==== DATASET CONTENT

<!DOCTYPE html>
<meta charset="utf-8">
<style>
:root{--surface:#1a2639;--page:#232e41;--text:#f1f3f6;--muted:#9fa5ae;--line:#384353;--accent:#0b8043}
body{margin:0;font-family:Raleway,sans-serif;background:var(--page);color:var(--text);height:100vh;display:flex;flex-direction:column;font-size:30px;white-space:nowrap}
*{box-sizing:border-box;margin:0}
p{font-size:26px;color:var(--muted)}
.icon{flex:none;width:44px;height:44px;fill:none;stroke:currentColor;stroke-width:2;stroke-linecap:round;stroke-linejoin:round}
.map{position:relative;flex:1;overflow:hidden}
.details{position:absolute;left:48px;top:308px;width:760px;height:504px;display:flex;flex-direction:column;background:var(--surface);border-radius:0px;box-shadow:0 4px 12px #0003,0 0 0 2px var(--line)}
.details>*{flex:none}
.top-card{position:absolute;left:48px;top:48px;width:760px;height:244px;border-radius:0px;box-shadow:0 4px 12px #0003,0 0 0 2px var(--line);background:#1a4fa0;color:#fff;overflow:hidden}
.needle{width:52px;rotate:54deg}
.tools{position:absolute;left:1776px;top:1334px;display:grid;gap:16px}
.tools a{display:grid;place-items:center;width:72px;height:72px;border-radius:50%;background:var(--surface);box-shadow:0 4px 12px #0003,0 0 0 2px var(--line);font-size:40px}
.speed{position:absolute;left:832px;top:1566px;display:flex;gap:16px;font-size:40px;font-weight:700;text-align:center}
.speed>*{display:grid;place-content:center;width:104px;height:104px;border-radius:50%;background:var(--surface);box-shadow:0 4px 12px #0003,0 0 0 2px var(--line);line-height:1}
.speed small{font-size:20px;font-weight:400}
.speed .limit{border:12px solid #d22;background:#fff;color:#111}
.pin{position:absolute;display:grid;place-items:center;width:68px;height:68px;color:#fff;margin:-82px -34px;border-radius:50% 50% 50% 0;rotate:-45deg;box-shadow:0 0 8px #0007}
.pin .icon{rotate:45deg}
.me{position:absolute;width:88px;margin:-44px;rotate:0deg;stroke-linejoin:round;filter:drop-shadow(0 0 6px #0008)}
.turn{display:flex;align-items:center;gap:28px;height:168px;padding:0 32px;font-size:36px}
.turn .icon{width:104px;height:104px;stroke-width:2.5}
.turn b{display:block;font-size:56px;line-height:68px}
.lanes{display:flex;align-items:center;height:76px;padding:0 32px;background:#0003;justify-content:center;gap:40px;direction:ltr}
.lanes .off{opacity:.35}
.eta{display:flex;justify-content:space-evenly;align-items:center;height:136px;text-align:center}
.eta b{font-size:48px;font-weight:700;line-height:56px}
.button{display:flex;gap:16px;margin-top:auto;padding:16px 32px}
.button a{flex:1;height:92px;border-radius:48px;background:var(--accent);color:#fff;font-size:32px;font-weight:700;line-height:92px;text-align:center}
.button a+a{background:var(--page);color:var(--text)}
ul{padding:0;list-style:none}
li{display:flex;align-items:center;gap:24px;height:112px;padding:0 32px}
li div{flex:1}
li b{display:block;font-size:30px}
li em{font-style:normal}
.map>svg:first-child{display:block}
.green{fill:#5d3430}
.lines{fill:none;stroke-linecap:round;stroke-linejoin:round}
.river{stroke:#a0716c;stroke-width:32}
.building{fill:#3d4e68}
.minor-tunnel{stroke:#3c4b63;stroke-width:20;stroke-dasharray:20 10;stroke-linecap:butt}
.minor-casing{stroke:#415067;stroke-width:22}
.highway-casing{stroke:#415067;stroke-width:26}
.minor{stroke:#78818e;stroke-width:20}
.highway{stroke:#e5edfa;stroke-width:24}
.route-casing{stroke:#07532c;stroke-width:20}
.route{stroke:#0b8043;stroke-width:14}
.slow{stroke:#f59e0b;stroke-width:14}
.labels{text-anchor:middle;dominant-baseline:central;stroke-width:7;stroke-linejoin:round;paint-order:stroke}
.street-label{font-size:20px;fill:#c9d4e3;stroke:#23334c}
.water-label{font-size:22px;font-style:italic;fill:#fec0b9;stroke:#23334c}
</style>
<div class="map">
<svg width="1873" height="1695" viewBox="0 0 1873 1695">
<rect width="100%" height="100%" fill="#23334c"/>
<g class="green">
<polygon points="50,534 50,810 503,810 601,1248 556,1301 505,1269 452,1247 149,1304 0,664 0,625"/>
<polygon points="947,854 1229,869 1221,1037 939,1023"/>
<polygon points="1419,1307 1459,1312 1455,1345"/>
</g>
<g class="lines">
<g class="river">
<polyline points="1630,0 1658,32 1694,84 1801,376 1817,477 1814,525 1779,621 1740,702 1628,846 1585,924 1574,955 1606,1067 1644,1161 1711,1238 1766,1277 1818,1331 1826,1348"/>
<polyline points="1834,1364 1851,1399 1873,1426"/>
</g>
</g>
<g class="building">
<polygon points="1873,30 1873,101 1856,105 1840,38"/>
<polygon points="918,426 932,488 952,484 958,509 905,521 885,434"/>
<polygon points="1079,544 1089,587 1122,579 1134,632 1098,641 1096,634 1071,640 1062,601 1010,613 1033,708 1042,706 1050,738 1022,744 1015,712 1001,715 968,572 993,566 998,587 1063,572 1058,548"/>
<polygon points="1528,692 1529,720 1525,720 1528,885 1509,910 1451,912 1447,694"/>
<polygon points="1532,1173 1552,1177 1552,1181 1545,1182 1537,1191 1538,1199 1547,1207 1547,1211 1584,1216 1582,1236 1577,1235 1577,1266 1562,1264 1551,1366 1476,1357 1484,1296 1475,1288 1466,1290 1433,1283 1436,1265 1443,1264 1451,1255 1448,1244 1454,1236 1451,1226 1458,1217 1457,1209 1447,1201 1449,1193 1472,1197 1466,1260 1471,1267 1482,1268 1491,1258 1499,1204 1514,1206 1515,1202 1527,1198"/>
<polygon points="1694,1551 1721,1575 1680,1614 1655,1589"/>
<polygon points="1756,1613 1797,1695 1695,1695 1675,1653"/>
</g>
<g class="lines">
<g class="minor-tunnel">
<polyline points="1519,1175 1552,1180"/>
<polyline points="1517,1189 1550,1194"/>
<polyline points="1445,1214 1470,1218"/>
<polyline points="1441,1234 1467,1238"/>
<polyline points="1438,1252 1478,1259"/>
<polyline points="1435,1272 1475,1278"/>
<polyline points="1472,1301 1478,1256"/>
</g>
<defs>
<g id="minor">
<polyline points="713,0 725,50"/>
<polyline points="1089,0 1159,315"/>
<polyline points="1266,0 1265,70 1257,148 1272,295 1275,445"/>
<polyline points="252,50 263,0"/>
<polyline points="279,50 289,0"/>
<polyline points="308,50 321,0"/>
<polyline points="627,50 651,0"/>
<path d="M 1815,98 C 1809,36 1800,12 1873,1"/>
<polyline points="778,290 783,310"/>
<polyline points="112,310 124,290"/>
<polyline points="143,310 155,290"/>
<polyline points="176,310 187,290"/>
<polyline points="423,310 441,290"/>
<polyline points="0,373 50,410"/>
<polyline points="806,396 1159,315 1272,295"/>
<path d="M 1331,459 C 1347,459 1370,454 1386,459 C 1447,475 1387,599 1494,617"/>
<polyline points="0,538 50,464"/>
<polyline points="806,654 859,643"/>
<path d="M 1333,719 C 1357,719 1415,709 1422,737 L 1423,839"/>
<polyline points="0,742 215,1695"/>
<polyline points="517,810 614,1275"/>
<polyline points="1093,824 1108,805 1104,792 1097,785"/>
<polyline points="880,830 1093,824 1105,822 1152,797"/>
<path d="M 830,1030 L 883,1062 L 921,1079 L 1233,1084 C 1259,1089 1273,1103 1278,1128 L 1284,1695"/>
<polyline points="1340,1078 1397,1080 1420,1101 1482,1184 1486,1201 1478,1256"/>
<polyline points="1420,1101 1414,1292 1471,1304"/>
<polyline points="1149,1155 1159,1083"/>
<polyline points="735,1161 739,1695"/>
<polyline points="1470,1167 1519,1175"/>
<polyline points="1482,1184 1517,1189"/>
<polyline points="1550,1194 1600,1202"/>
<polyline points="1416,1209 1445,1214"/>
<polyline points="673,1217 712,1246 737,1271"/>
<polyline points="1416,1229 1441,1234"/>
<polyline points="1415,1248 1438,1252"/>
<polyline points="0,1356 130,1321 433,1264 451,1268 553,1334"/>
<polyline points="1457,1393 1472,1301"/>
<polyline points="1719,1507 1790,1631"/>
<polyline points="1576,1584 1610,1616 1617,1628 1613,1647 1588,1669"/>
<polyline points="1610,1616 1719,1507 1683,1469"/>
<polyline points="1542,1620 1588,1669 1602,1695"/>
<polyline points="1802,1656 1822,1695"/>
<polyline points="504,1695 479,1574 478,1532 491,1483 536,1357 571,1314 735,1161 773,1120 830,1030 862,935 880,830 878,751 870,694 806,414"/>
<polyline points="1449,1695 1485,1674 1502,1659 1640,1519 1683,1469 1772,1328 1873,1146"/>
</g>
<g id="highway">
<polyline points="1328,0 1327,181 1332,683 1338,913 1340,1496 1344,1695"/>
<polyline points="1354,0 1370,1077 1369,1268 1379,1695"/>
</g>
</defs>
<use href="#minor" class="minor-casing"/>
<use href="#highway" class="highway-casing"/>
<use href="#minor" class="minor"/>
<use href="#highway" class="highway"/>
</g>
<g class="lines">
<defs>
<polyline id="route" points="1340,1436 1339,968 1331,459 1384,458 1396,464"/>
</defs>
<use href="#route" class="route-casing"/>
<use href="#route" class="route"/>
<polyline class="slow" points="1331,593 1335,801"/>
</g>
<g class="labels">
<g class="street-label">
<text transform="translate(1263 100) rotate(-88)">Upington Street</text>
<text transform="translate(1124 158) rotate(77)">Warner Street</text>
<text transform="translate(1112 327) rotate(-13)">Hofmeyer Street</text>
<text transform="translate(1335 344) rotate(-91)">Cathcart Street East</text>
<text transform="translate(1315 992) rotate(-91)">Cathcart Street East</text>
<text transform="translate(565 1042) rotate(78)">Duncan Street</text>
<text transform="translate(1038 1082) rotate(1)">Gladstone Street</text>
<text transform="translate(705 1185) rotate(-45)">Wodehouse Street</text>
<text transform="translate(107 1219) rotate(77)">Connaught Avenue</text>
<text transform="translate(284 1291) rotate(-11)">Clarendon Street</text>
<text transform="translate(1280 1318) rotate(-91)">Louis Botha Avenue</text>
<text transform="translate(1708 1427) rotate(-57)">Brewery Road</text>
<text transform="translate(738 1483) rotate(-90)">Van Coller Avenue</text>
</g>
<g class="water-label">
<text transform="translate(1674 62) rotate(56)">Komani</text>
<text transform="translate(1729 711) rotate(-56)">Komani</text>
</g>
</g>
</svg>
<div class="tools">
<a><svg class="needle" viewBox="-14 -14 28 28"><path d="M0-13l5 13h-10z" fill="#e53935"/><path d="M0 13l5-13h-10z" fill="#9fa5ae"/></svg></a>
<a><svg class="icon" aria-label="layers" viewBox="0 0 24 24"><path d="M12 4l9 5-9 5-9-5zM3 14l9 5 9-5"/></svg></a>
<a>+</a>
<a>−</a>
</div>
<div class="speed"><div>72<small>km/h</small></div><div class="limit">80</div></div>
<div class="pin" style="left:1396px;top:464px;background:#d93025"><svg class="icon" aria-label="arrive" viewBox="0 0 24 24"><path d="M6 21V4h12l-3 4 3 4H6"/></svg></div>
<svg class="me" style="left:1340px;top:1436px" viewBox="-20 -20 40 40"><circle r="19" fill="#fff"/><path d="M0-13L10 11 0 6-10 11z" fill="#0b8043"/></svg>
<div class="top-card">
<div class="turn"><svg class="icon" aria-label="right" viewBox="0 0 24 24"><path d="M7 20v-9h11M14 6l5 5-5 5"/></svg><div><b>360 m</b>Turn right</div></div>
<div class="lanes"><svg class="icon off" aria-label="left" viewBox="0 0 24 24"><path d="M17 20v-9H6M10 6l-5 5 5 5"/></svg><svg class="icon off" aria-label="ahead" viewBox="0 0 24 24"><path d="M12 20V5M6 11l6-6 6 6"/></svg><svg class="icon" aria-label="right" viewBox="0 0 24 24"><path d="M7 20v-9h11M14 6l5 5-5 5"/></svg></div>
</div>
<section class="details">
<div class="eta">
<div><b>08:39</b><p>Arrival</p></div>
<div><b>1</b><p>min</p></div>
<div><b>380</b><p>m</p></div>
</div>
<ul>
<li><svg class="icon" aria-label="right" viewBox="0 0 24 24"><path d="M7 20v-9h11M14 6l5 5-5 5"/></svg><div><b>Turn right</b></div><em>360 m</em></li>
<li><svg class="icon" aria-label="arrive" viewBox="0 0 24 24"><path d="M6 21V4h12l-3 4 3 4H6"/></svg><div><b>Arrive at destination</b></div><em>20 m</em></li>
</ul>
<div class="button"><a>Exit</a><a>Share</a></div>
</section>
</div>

========

▸ WORK ITEM: Lines from the records above that hold "direction" are the ones to list.

▸ ANSWER BOX:
body{margin:0;font-family:Raleway,sans-serif;background:var(--page);color:var(--text);height:100vh;display:flex;flex-direction:column;font-size:30px;white-space:nowrap}
.details{position:absolute;left:48px;top:308px;width:760px;height:504px;display:flex;flex-direction:column;background:var(--surface);border-radius:0px;box-shadow:0 4px 12px #0003,0 0 0 2px var(--line)}
.lanes{display:flex;align-items:center;height:76px;padding:0 32px;background:#0003;justify-content:center;gap:40px;direction:ltr}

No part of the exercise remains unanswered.